### Problem
Number of lines below with "hidden": work it out and reply with that number only.
Given data section start
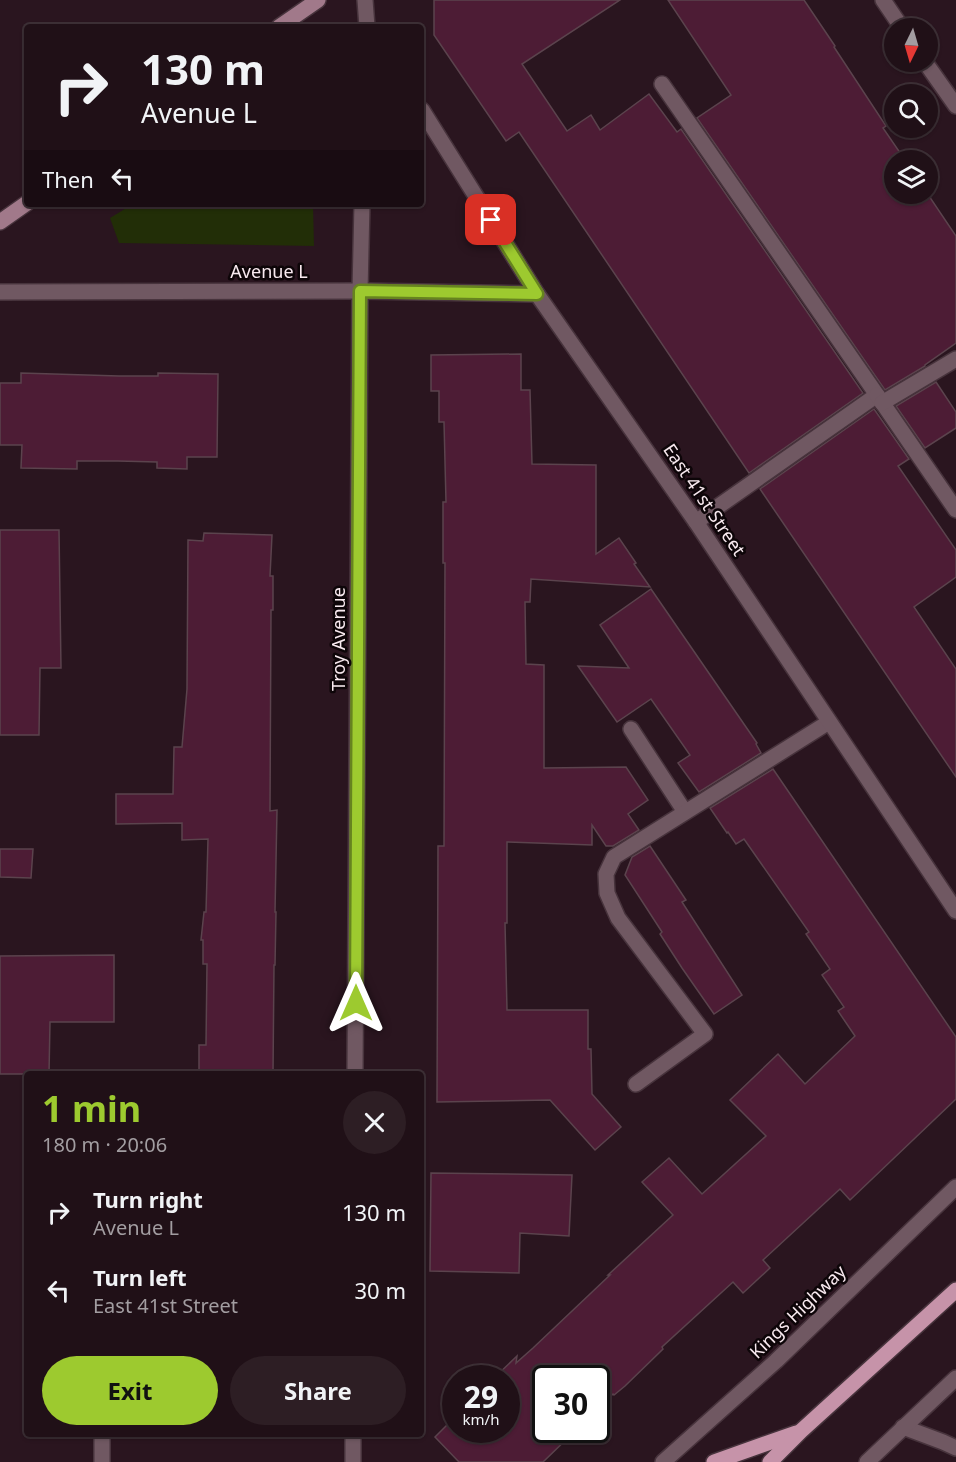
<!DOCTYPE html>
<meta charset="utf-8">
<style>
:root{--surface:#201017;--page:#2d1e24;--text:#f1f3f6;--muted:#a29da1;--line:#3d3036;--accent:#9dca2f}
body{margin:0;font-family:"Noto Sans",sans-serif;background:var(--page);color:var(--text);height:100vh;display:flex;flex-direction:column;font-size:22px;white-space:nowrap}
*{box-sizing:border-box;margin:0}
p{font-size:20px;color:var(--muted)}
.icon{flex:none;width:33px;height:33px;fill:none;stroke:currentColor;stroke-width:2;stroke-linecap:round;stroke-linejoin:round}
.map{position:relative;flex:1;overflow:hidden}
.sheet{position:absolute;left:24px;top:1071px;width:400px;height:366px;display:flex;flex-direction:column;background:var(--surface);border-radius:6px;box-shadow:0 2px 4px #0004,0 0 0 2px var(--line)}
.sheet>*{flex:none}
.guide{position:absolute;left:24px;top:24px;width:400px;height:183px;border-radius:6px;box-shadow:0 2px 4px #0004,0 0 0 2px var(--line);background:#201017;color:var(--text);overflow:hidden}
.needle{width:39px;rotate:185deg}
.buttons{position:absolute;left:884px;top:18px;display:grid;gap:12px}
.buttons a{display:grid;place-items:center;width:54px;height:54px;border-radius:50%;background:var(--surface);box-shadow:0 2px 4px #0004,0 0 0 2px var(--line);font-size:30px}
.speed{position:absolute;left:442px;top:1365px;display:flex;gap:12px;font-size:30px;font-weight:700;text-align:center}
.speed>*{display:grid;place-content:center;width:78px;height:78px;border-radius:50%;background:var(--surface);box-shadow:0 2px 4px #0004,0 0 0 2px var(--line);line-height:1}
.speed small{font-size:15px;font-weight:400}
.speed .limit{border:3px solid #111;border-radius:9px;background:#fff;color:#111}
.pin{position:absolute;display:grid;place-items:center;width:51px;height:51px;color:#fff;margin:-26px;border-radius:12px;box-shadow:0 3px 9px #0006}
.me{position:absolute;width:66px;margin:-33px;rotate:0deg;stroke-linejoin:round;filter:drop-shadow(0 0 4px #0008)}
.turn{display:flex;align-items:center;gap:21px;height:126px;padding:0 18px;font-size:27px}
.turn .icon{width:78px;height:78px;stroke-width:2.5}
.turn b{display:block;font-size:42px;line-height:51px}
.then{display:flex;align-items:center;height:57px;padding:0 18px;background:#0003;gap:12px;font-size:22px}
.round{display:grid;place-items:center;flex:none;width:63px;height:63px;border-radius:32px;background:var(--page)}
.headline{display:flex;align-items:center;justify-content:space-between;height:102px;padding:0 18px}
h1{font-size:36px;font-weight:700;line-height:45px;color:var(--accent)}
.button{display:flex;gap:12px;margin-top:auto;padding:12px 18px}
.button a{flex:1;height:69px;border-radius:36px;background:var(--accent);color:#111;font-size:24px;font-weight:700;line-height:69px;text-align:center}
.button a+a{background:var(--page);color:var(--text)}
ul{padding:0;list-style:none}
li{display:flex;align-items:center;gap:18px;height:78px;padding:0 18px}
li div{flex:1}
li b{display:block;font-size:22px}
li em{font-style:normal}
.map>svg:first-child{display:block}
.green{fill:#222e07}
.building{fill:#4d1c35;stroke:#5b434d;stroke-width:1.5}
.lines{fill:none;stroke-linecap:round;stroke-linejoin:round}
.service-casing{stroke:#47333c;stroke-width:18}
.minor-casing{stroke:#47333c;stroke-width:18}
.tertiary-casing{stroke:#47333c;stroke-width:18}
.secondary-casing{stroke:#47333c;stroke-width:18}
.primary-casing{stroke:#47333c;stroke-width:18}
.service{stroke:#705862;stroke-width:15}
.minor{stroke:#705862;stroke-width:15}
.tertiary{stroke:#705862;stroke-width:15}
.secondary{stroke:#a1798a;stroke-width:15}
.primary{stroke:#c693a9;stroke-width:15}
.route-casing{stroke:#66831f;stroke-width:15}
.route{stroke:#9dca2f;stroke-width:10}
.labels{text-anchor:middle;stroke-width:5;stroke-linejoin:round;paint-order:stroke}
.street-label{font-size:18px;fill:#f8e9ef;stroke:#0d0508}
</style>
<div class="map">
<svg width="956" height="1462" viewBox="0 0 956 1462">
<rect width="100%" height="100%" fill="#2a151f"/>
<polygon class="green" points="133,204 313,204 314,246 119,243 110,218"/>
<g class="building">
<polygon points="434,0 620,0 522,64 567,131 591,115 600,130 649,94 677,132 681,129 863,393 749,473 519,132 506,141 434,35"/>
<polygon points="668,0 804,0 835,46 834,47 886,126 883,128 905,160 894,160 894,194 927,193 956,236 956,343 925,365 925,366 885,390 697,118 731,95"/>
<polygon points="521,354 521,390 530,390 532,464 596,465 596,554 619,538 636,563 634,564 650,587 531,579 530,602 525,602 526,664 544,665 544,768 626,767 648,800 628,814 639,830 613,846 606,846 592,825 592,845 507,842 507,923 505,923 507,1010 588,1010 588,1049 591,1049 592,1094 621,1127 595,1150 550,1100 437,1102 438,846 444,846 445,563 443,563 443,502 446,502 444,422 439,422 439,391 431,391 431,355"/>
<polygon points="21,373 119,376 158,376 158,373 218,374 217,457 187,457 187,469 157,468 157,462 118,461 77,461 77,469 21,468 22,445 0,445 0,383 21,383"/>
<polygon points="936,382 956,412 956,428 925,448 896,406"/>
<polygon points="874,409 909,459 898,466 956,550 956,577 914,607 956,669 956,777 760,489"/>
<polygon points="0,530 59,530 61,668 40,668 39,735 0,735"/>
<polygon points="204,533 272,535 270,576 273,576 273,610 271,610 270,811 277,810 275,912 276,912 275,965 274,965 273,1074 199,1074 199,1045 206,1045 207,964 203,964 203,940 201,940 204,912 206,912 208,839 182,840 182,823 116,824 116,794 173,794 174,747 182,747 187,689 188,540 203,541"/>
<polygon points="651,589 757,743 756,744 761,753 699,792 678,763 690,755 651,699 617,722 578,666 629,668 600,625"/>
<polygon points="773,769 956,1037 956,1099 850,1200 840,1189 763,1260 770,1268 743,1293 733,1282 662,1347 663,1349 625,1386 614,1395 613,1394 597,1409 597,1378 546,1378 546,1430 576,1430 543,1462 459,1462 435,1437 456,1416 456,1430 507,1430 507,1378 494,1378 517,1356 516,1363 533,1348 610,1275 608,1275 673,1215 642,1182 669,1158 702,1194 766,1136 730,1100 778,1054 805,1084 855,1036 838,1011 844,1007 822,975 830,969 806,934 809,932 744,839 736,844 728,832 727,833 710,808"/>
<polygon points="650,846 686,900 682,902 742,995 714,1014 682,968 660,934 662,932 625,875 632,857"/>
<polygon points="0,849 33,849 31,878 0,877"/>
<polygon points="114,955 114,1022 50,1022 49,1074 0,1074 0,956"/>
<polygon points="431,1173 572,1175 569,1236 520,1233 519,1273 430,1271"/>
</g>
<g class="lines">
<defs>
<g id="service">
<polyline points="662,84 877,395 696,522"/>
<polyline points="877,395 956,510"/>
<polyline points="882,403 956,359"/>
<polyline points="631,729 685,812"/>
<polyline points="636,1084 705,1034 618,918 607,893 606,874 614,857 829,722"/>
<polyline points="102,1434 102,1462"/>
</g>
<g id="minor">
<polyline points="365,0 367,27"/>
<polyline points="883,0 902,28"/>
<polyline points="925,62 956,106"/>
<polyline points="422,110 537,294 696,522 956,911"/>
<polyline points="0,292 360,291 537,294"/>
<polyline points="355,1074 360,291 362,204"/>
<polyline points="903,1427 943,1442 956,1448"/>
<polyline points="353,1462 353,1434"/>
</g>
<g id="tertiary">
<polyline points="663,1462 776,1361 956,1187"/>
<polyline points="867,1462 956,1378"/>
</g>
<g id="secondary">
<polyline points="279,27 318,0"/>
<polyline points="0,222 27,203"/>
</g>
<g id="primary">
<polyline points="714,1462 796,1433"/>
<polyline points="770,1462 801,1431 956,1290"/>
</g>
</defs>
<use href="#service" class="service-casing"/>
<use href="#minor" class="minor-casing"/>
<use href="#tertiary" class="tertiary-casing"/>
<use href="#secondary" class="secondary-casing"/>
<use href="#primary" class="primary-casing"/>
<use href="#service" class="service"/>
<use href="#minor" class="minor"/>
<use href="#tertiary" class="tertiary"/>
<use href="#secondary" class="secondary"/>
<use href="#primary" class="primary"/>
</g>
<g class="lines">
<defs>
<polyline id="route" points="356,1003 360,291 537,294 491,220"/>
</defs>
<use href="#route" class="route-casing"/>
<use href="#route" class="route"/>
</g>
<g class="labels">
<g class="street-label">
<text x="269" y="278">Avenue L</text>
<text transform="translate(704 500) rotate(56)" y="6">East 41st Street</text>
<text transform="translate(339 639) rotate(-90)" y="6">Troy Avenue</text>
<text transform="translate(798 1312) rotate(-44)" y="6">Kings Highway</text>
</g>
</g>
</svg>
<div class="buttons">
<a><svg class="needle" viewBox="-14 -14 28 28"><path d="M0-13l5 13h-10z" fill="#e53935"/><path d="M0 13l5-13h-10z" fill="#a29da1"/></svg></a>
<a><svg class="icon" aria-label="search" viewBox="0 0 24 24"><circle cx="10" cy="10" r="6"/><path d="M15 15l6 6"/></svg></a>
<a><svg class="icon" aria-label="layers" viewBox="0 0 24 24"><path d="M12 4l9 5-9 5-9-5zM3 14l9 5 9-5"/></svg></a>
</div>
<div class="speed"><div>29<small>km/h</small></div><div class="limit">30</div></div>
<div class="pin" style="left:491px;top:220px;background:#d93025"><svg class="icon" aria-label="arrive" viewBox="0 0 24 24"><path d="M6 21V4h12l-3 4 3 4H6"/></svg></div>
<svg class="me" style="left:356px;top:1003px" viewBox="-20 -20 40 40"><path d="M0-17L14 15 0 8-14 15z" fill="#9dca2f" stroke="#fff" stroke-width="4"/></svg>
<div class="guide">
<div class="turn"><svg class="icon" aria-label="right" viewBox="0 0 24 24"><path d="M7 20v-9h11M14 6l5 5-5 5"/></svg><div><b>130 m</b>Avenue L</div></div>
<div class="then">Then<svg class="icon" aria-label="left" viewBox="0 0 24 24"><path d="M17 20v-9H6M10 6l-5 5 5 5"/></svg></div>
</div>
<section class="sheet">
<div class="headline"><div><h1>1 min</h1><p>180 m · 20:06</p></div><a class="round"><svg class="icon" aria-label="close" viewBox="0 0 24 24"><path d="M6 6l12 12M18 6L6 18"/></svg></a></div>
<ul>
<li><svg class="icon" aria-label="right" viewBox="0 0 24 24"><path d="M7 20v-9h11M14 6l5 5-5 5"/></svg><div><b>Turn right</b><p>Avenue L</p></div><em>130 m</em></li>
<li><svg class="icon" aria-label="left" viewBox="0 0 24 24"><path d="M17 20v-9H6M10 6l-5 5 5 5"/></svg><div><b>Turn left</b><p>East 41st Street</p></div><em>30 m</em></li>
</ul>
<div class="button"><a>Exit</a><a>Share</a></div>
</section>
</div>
Given data section end
### Task response
2